L’affaire a été mise en délibéré au 26 mars 2024.
MOTIFS DE LA DÉCISION
Sur l’indemnisation du déficit fonctionnel permanent
Il est désormais admis que la rente ne répare pas le déficit fonctionnel permanent, celui-ci peut par suite être indemnisé spécifiquement selon les conditions de droit commun.

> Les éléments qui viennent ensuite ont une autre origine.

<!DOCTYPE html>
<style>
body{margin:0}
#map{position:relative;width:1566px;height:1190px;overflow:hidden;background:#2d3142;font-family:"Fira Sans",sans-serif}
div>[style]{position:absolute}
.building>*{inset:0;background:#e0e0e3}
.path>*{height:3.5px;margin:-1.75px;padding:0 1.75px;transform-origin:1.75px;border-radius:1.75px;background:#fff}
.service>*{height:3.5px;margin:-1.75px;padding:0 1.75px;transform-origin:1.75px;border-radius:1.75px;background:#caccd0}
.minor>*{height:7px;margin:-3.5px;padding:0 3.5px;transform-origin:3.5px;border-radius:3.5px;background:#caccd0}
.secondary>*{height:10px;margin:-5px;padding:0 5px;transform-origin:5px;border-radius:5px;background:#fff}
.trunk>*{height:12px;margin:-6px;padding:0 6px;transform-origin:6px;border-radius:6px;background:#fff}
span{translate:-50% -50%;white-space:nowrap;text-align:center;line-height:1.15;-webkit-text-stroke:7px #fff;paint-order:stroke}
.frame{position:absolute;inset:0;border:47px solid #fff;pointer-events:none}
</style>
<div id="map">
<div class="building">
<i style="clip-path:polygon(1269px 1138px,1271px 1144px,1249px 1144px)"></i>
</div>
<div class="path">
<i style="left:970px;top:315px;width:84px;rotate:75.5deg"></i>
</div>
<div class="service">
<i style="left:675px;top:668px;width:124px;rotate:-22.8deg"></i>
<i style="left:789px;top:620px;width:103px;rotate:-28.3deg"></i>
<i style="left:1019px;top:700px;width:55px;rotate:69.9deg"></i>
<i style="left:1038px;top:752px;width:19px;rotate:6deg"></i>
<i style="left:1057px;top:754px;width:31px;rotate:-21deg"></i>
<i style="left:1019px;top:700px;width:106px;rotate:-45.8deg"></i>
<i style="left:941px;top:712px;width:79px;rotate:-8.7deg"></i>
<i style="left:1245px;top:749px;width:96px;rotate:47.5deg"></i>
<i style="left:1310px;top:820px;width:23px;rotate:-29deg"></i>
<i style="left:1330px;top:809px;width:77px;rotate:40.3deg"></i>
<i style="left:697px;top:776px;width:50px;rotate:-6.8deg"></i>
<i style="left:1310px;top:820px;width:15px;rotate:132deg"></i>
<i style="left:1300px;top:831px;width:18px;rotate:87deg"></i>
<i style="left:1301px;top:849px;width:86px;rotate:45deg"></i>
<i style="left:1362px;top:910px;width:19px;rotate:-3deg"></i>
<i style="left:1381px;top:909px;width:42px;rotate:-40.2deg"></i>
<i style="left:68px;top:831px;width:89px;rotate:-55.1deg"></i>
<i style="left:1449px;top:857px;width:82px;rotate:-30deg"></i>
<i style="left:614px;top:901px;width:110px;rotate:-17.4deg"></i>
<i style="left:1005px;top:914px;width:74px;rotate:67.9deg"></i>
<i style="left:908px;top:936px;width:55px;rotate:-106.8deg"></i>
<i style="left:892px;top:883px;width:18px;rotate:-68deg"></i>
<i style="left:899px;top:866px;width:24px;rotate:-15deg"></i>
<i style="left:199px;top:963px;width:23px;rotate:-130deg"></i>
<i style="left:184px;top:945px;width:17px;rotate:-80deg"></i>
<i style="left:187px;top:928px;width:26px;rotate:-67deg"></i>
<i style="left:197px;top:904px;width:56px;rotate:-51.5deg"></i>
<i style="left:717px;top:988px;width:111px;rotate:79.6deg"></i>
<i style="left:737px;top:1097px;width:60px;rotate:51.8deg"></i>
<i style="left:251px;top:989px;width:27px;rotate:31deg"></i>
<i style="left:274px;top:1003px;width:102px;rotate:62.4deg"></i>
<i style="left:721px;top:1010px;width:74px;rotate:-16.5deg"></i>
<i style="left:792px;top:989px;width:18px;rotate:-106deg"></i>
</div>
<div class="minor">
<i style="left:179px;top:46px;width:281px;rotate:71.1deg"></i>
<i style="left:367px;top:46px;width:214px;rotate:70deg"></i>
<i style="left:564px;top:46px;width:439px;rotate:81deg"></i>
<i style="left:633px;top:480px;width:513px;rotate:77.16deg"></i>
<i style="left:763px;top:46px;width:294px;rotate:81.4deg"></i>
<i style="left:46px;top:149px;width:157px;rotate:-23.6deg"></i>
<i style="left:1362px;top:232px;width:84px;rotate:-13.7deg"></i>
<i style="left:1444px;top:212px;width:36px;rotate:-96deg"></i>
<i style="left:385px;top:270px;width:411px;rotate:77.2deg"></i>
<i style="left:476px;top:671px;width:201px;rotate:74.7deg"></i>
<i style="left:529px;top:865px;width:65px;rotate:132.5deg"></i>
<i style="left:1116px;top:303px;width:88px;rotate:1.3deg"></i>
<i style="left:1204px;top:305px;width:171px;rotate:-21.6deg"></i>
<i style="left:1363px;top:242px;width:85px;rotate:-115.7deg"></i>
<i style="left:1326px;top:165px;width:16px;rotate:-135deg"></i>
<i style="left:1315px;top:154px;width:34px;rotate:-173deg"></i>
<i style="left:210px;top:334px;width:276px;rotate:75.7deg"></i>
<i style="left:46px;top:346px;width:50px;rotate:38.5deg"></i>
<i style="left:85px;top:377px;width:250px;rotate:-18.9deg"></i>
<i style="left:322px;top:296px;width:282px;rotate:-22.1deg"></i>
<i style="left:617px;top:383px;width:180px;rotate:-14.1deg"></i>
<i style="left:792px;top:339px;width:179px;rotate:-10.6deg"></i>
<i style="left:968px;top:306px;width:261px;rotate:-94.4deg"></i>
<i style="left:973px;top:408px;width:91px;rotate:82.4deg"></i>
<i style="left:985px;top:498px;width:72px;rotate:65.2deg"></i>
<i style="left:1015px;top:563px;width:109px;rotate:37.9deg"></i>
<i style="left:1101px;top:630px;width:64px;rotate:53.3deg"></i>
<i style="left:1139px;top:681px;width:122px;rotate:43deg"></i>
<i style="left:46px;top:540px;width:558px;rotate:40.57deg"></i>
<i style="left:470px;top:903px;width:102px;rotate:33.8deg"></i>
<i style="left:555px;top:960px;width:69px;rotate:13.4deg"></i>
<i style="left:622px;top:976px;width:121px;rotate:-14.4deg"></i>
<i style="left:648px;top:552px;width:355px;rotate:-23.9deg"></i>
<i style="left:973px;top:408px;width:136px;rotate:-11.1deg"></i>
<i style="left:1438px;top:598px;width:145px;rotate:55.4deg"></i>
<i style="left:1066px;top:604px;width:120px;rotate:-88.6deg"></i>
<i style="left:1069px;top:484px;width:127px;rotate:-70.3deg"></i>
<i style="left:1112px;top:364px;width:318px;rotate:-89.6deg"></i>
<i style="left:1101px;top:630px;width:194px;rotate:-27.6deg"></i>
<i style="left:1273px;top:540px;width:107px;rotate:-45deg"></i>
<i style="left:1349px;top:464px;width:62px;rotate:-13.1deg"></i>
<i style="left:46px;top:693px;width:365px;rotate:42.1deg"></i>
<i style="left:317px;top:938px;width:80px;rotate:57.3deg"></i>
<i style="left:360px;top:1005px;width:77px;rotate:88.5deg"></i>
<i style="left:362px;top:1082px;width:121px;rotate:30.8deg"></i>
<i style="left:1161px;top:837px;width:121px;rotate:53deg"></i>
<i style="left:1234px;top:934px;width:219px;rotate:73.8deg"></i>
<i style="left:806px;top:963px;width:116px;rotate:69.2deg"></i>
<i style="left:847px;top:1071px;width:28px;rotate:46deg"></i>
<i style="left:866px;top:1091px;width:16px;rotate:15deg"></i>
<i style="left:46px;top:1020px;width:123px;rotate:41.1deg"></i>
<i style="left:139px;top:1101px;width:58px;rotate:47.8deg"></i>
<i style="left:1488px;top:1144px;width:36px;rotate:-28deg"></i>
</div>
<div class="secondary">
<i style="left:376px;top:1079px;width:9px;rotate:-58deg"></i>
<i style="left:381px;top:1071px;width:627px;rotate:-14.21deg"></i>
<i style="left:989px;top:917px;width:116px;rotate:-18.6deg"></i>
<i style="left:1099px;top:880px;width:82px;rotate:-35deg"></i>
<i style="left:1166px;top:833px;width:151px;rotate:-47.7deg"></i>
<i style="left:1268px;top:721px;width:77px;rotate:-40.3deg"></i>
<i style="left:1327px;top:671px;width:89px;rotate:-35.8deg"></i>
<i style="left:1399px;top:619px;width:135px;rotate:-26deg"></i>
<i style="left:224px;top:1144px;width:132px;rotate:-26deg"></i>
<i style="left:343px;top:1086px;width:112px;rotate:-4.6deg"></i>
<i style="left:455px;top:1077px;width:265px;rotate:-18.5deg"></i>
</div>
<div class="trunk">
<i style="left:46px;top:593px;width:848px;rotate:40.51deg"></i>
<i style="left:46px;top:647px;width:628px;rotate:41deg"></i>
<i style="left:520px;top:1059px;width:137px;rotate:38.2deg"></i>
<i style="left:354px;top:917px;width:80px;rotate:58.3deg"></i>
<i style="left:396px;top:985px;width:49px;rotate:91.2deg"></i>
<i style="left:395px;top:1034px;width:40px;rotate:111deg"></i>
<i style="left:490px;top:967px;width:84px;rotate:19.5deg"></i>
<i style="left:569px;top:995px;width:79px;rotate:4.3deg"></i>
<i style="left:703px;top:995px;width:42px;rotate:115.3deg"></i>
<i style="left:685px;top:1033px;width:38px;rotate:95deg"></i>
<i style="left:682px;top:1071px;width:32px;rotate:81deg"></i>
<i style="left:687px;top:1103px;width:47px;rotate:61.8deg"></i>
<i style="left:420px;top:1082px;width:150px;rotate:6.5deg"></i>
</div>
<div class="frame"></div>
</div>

Le déficit fonctionnel permanent est lié à la réduction du potentiel physique, psychosensoriel ou intellectuel. Il s’agit d’un déficit définitif, après consolidation, c’ est à dire que l’état de la victime n’est plus susceptible d’amélioration par un traitement médical adapté. Ce poste de préjudice permet d’indemniser non seulement l’atteinte à l’intégrité physique et psychique au sens strict mais également les douleurs physiques et psychologiques, et notamment le préjudice moral et les troubles dans les conditions d’existence.
L’expert retient, sur la base du barème de droit commun et compte tenu de l’absence d’un état antérieur ou postérieur interférant, un déficit fonctionnel permanent global imputables aux faits de l’instance de 14 % compte tenu de l’atteinte permanente de plusieurs fonctions persistant au moment de la consolidation, des douleurs physiques et morales permanentes, de la qualité de vie et des troubles dans les conditions d’existence que la victime rencontre au quotidien après consolidation (10 % pour la raideur douloureuse du rachis dorsolombaire, la prise de thérapeutique antalgique de pallier 2 et 3 quasi permanente, 4 % pour une raideur globale du pouce gauche non dominant.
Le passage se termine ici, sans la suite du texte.